Narayam or ezhuthani is a writing instrument (stylus) used since antiquity in South India, Sri Lanka and other proximate regions of Asia. It is a long piece of iron with a sharpened or pointed end and fabricated to ergonomically fit into the writer's fist. Although similar to the modern day pen in shape and use, instead of using a colored ink, it scribes on the surface (normally a pre-treated palm leaf), creating fine scratches in the form of letters and shapes.

== Description and use ==
Narayam was the primary tool to scribe on palm-leaf manuscripts called thaliyola, the pre-treated leaf of an Asian palmyra palm. Until the introduction of paper, the palm leaves remained as the primary medium for creating, circulating and preserving written articles in the region.

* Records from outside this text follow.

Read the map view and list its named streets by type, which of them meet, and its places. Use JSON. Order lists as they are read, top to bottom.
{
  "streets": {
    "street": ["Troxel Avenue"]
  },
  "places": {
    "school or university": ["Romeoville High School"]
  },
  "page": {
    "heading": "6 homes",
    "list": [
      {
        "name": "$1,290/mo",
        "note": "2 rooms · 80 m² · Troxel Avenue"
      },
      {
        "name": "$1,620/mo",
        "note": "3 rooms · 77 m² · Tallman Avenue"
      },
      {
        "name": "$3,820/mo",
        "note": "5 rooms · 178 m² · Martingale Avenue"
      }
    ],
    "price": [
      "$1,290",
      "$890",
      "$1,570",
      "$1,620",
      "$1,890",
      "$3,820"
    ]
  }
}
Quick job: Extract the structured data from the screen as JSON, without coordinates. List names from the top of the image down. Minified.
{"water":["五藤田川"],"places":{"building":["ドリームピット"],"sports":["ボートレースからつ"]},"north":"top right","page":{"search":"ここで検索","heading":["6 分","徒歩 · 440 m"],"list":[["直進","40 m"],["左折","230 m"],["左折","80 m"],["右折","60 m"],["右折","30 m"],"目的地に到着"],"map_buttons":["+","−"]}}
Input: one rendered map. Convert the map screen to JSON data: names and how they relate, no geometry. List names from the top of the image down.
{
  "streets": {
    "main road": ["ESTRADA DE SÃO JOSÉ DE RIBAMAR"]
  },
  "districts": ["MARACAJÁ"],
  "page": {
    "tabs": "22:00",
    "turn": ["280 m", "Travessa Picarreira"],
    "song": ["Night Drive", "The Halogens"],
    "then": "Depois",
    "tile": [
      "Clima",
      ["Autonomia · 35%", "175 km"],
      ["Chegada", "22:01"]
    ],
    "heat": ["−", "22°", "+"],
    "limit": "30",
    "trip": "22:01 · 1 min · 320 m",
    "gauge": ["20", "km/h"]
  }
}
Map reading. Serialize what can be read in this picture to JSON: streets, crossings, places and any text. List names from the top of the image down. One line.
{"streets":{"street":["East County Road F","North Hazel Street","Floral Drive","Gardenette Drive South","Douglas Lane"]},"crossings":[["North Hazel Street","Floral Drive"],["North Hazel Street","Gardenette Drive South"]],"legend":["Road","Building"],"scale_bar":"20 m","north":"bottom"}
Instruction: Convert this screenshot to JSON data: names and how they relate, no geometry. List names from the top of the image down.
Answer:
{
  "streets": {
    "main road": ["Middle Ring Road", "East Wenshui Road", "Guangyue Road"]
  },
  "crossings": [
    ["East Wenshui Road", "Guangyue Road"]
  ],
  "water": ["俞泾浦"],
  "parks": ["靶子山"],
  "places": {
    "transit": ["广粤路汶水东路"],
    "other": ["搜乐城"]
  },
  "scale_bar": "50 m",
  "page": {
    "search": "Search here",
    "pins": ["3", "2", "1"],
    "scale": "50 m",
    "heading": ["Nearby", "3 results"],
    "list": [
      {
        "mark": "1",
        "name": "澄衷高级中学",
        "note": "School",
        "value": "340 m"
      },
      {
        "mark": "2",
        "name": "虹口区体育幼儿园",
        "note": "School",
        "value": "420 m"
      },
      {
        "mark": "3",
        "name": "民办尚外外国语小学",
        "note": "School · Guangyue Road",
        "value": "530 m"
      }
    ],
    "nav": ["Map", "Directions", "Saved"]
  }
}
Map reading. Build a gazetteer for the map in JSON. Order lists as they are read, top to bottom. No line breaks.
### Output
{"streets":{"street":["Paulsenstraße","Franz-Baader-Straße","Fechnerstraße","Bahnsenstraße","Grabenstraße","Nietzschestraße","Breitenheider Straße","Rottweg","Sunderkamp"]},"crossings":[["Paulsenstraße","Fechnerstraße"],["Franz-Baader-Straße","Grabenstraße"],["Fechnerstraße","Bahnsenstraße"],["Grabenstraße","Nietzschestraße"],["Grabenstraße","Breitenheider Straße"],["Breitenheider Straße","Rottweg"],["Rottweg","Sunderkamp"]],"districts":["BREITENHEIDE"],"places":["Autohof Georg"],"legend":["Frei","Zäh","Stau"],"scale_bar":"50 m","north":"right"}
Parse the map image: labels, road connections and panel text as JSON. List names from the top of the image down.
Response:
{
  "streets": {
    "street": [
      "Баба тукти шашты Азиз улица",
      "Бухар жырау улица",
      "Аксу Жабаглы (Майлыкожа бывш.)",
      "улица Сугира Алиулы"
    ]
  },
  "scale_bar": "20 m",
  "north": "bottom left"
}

Narayam was made in shapes and sizes to suit the writer's style and ergonomic comfort. They ranged from very simple design to the most eloquent fashions befitting the status of its users. Sometimes, it was maintained as an accessory to other personal utility tools like pocket knives, etc., similar to the Swiss Army knife culture. In addition to scribing, the narayam could be used as a punching pin to pierce small holes on the palm leaves. Through these holes, the individual leaves were kneaded together using threads, thereby forming a bound collection which is commonly known as a grantha (book), e.g. Guru Granth Sahib.